Si vous voulez qu'un morceau soit mixé avec créativité et musicalité tout en ayant un son moderne, Manny Marroquin est l'homme qu'il vous faut : demandez à Kanye West, Miley Cyrus, Lady Gaga, John Mayer, John Legend ou Alicia Keys, pour ne citer que quelques-uns des artistes de tout premier plan que Manny a mixés. À ce jour, il a remporté neuf Grammy Awards au cours de sa carrière et a mixé plus de quarante albums classés chacun à la première place des ventes.

Il en connait aussi un rayon sur le plan tech­nique, et a même colla­boré avec Waves à la concep­tion d’une gamme de plug-ins 'signa­tu­re’. Inutile de dire qu’il est plus qu’oc­cupé, c’est pourquoi nous étions parti­cu­liè­re­ment exci­tés à l’idée d’avoir l’op­por­tu­nité de l’in­ter­vie­wer pour parler de son boulot et de ses tech­niques de mixage.

Mixez-vous toujours dans votre propre studio ?

J’ai mon propre studio, les studios Larra­bee à Los Angeles. Ça fait vingt ans que j’y suis. Avoir un espace que l’on connait et où l’on se sent à l’aise est vrai­ment impor­tant pour la qualité du produit final.

Le cœur de ce studio, c’est une console ?

Techniques du Son
Marroquin utilise une confi­gu­ra­tion hybride qui inclut Pro Tools
et une console SSL (photo par Brian Peter­sen)

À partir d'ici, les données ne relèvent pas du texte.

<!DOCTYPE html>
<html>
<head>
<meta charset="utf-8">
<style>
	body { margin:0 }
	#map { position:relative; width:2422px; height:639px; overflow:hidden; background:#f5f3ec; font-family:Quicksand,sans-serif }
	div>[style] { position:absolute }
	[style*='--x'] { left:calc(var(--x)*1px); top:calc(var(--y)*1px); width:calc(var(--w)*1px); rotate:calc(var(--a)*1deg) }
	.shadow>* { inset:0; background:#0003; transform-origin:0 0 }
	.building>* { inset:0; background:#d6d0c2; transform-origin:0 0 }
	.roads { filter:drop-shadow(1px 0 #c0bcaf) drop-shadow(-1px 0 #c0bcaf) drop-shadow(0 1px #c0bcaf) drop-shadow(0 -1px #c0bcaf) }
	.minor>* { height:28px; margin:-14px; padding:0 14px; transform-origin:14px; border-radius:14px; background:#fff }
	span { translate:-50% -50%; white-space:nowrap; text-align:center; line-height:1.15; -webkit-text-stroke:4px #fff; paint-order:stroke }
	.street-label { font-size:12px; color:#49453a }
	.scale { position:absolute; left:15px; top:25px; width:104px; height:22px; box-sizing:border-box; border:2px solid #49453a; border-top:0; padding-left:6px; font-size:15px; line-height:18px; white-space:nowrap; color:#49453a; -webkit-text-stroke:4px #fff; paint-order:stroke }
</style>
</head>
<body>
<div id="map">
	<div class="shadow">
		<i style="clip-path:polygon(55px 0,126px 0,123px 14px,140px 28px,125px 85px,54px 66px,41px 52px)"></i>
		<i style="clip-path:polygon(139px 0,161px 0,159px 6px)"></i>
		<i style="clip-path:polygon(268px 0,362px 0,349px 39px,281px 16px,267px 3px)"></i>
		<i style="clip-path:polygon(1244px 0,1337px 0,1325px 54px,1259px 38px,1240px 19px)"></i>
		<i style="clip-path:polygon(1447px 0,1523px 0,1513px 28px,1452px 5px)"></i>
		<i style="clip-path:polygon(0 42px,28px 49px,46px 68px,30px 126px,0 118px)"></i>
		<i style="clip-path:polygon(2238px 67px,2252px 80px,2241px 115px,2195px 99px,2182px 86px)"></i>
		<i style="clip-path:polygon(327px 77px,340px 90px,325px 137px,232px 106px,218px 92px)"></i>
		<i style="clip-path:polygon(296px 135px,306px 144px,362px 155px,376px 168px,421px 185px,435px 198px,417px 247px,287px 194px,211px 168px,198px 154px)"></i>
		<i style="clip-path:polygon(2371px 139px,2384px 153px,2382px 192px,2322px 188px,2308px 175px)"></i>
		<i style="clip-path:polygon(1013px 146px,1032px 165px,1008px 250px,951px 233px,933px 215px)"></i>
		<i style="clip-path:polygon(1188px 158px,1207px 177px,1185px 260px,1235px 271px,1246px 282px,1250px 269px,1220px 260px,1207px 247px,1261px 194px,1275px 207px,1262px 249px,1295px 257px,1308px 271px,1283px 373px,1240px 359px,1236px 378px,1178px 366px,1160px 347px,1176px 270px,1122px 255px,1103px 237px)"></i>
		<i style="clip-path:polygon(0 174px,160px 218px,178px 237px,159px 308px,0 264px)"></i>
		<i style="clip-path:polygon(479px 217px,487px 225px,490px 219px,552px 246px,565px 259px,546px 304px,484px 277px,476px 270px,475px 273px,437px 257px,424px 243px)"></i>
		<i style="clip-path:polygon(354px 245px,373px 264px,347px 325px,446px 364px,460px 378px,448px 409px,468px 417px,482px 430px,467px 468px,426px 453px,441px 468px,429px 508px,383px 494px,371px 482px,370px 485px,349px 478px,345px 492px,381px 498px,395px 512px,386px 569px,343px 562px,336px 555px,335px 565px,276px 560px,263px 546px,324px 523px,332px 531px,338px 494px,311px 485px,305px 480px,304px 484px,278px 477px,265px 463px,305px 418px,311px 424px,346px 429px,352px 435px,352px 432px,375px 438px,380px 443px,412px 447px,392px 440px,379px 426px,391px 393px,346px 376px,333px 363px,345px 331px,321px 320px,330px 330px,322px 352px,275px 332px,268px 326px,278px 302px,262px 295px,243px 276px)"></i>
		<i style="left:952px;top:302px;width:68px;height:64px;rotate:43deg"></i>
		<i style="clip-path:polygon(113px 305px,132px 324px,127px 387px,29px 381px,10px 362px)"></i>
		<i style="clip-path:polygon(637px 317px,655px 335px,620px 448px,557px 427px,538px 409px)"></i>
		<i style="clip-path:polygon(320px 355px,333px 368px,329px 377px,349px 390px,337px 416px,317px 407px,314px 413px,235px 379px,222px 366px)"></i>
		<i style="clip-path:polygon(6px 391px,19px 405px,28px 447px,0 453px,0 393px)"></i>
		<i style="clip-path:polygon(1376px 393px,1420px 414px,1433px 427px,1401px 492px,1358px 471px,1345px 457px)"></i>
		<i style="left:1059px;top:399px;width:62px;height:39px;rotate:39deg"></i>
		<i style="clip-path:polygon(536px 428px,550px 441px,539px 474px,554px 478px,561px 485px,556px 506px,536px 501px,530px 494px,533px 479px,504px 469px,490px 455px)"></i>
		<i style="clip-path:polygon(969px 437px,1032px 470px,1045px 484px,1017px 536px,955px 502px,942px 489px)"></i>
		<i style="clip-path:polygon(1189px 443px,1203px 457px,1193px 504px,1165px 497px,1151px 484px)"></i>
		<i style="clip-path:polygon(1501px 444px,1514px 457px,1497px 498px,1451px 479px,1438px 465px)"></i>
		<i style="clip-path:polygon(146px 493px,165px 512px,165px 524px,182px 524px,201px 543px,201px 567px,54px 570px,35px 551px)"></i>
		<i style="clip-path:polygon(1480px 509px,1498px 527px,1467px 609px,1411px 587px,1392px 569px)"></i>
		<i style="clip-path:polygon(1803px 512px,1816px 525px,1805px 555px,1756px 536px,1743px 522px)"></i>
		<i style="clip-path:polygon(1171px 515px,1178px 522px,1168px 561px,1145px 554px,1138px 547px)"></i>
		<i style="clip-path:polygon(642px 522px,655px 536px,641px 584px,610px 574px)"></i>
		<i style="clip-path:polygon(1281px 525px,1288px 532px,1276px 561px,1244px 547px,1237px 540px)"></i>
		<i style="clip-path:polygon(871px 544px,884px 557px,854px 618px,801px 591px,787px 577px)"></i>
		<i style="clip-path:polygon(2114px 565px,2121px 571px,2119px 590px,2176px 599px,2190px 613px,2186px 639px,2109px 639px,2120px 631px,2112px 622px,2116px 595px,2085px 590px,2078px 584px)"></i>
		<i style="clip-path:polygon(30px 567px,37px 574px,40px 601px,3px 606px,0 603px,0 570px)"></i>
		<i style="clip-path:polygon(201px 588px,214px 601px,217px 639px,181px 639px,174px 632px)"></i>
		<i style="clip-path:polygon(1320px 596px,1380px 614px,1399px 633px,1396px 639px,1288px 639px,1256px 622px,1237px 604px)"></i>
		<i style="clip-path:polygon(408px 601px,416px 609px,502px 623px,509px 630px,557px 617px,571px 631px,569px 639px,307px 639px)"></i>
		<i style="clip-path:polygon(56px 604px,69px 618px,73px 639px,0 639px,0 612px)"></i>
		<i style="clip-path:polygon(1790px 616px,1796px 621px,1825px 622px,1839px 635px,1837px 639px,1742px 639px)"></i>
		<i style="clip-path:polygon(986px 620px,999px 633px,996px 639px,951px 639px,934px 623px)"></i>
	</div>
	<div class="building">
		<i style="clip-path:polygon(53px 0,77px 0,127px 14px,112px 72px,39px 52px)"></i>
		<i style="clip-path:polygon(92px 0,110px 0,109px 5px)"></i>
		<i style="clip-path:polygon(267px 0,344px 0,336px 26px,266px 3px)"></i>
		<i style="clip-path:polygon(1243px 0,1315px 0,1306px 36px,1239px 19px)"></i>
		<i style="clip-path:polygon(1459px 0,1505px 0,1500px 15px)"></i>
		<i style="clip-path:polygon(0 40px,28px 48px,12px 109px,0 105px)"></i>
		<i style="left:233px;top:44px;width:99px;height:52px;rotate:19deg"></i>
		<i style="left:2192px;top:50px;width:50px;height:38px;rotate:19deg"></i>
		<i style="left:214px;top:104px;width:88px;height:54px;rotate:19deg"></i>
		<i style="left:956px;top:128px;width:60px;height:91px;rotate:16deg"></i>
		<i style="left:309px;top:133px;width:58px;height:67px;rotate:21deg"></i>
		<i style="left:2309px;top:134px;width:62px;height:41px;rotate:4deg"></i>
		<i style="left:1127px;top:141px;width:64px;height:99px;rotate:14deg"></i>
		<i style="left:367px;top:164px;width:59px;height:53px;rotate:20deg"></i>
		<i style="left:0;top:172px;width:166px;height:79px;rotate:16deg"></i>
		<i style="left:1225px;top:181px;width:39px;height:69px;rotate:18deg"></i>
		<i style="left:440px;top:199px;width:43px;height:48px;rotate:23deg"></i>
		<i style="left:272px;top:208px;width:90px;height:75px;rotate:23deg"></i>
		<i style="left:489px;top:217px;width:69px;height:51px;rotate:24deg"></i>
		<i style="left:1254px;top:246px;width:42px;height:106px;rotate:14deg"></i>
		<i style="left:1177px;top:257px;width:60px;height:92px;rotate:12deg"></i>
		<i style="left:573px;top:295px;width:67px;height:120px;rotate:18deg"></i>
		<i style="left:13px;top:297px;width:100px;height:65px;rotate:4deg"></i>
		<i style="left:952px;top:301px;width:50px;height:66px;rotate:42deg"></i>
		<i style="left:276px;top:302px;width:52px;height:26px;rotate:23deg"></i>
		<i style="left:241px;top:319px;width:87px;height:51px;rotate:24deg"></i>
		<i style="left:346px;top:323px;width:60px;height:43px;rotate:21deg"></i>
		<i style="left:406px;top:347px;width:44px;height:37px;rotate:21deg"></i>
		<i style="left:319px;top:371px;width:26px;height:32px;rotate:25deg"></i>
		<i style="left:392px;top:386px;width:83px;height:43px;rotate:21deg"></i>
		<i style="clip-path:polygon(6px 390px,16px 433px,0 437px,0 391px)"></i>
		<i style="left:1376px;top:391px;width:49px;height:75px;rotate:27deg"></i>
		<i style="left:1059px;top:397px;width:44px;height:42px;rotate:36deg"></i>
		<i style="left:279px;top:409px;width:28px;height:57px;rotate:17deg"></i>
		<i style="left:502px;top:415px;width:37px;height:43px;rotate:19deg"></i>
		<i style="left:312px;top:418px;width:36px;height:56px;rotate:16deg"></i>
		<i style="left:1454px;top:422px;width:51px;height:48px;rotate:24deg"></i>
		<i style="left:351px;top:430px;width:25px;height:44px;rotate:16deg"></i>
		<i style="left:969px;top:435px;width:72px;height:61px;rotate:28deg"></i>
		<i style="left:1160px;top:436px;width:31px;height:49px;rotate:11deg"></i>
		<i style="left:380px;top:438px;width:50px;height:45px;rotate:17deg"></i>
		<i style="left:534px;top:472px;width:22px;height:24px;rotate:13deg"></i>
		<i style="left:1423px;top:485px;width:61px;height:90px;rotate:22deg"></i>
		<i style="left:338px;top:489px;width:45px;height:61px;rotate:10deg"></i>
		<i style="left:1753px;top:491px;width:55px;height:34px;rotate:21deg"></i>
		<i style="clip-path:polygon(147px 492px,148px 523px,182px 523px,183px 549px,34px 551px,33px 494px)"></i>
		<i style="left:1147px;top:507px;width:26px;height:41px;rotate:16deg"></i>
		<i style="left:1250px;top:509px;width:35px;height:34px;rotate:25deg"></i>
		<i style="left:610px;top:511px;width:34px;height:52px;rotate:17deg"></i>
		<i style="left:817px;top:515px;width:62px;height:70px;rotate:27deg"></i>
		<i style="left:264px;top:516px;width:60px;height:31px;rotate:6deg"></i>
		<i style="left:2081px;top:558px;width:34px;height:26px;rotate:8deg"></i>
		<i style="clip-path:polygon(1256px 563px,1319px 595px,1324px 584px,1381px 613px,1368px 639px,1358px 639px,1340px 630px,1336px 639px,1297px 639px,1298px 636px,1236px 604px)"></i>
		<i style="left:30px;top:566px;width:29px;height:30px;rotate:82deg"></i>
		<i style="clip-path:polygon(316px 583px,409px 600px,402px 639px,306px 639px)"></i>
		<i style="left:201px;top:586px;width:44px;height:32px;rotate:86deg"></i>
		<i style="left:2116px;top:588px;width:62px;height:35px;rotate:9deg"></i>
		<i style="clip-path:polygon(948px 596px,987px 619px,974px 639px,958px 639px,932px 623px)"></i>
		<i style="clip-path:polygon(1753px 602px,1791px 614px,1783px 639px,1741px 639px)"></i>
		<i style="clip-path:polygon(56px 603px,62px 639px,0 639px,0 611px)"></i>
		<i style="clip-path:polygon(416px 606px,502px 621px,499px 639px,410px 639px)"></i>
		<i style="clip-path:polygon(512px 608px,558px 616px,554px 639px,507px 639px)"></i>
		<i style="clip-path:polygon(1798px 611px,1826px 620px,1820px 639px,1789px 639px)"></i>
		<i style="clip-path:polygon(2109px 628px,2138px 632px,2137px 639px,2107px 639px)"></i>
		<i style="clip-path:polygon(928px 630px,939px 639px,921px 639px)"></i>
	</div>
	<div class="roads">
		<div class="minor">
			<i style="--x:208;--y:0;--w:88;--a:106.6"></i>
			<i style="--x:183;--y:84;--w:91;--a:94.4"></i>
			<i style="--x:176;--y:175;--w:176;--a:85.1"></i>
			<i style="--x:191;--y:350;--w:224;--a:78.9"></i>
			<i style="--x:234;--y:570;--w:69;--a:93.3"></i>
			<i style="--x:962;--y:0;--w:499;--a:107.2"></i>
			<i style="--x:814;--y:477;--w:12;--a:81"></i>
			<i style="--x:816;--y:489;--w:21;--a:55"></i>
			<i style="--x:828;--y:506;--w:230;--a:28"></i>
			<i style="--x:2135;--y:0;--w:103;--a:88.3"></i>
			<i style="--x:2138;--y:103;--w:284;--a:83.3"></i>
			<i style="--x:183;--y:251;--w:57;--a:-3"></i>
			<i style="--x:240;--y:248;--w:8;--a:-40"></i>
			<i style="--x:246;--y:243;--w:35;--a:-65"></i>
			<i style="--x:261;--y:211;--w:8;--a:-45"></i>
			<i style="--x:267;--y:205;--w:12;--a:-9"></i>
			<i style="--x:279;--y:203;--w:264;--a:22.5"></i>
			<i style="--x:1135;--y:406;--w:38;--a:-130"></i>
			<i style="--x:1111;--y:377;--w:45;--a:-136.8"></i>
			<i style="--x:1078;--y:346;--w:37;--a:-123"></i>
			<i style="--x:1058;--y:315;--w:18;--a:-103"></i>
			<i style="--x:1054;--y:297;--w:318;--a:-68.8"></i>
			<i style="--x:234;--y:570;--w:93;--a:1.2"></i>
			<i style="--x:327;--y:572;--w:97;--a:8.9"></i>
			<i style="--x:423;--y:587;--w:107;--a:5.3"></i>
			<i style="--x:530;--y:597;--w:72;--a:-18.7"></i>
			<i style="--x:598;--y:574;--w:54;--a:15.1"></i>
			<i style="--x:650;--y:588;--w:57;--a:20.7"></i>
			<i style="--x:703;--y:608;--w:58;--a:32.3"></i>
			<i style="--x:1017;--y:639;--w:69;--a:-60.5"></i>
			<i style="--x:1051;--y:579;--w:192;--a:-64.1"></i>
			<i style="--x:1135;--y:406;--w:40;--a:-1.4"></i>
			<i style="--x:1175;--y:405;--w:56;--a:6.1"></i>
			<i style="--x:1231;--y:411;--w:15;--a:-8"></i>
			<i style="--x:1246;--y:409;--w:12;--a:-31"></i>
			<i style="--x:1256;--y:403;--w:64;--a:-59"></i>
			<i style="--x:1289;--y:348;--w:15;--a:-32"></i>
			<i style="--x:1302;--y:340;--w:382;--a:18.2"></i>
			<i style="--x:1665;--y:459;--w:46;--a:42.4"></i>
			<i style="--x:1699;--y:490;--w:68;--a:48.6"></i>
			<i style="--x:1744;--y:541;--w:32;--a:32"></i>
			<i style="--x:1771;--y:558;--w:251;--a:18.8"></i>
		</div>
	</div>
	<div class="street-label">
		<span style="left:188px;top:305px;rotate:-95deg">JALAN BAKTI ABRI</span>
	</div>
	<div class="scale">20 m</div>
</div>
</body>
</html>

Oui. Je ne travaille pas « in the box ». J’ai une config hybride, j’uti­lise une SSL, une 9000K qui est une super console. Elle dispose de 80 entrées, je passe tout par les tranches et je fais encore tout en analo­gique, tout subit une forme ou une autre de trai­te­ment analo­gique. Et puis bien sûr, j’uti­lise aussi des proces­seurs analo­giques externes. J’en utilise moins main­te­nant, mais encore beau­coup.

Donc vous passez toutes les pistes dans les entrées indi­vi­duelles de votre console, puis vous les renvoyez dans Pro Tools ?

Voilà, c’est exac­te­ment ça.

Je suppose que faire un rappel des para­mètres est plus diffi­cile avec votre config qu’en faisant tout « in the box » ?

Ce que je fais, c’est que j’en­re­gistre les stems. J’ai une config qui est très bien faite et qui me permet d’en­re­gis­trer des stems ; ils sonnent à 98% comme la version mixée direc­te­ment. Quand je repre­nais les mêmes para­mètres, ça n’était jamais tota­le­ment iden­tique à la fois précé­dente, il y avait toujours une petite diffé­rence. Avec les stems, c’est à 98% iden­tique, à 100% même parfois. A partir de là, je peux travailler « in the box ».

Les stems sont-ils enre­gis­trés avec les effets ?

Oui, avec les effets analo­giques.

“Si on me donne un mix non traité, c’est super, dans ce cas je ne mets pratique­ment rien sur le bus stéréo."

Mais du coup si vous avez besoin de reve­nir en arrière, vous ne pouvez pas modi­fier les effets qui ont été appliqués, seule­ment ajus­ter les niveaux ?

Voilà. C’est comme avec un livre de colo­riages, on utilise des crayons et on ne peut que rajou­ter couleurs sur couleurs, pas effa­cer les couleurs qui sont déjà là. C’est toute la beauté de la chose, les pistes sont gardées avec les trai­te­ments analo­giques, et je ne peux qu’ajou­ter à ce qu’il y a déjà.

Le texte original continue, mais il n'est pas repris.